* **Data below**

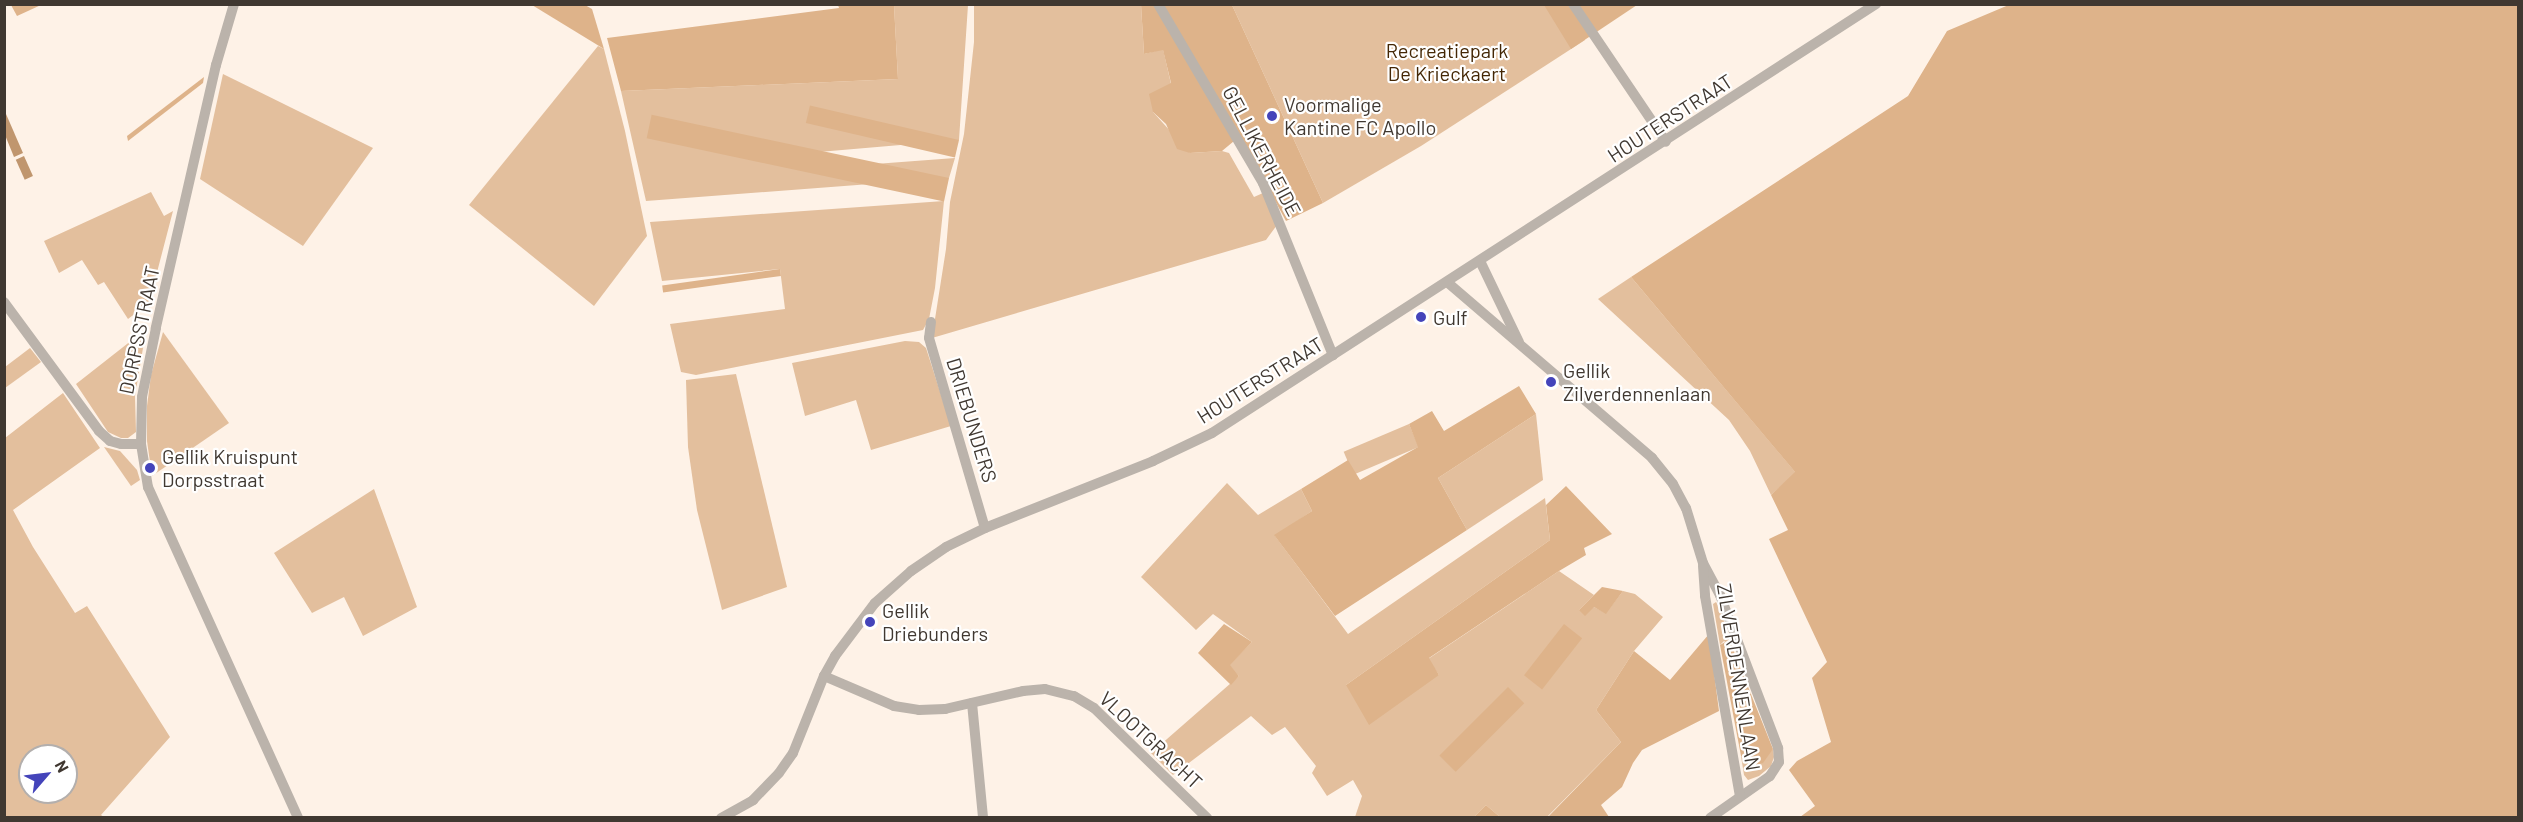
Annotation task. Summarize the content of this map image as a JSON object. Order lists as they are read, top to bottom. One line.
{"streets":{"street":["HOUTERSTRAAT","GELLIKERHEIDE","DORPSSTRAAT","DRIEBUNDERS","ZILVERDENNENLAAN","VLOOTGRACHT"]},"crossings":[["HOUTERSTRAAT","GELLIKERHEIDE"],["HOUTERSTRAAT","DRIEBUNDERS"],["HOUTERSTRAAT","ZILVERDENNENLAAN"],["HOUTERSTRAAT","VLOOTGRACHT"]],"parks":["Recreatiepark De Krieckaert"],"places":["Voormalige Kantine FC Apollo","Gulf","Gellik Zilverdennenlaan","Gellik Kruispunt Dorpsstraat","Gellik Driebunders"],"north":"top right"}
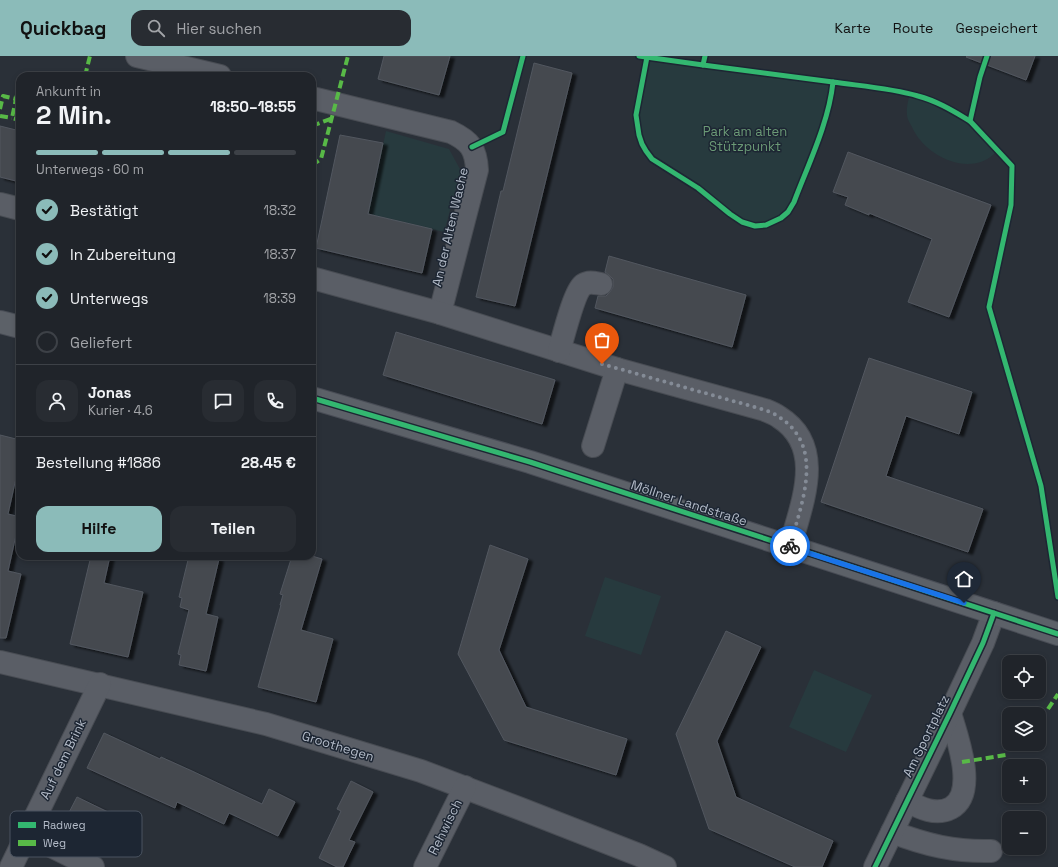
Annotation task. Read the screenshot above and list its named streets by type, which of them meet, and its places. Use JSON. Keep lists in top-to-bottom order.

* **Assignment**
Transcribe all data precisely. Pictures are not copied.

* **Solution to this problem**
Annotation task. Summarize the content of this map image as a JSON object. Order lists as they are read, top to bottom. One line.
{"streets":{"street":["HOUTERSTRAAT","GELLIKERHEIDE","DORPSSTRAAT","DRIEBUNDERS","ZILVERDENNENLAAN","VLOOTGRACHT"]},"crossings":[["HOUTERSTRAAT","GELLIKERHEIDE"],["HOUTERSTRAAT","DRIEBUNDERS"],["HOUTERSTRAAT","ZILVERDENNENLAAN"],["HOUTERSTRAAT","VLOOTGRACHT"]],"parks":["Recreatiepark De Krieckaert"],"places":["Voormalige Kantine FC Apollo","Gulf","Gellik Zilverdennenlaan","Gellik Kruispunt Dorpsstraat","Gellik Driebunders"],"north":"top right"}
Annotation task. Read the screenshot above and list its named streets by type, which of them meet, and its places. Use JSON. Keep lists in top-to-bottom order.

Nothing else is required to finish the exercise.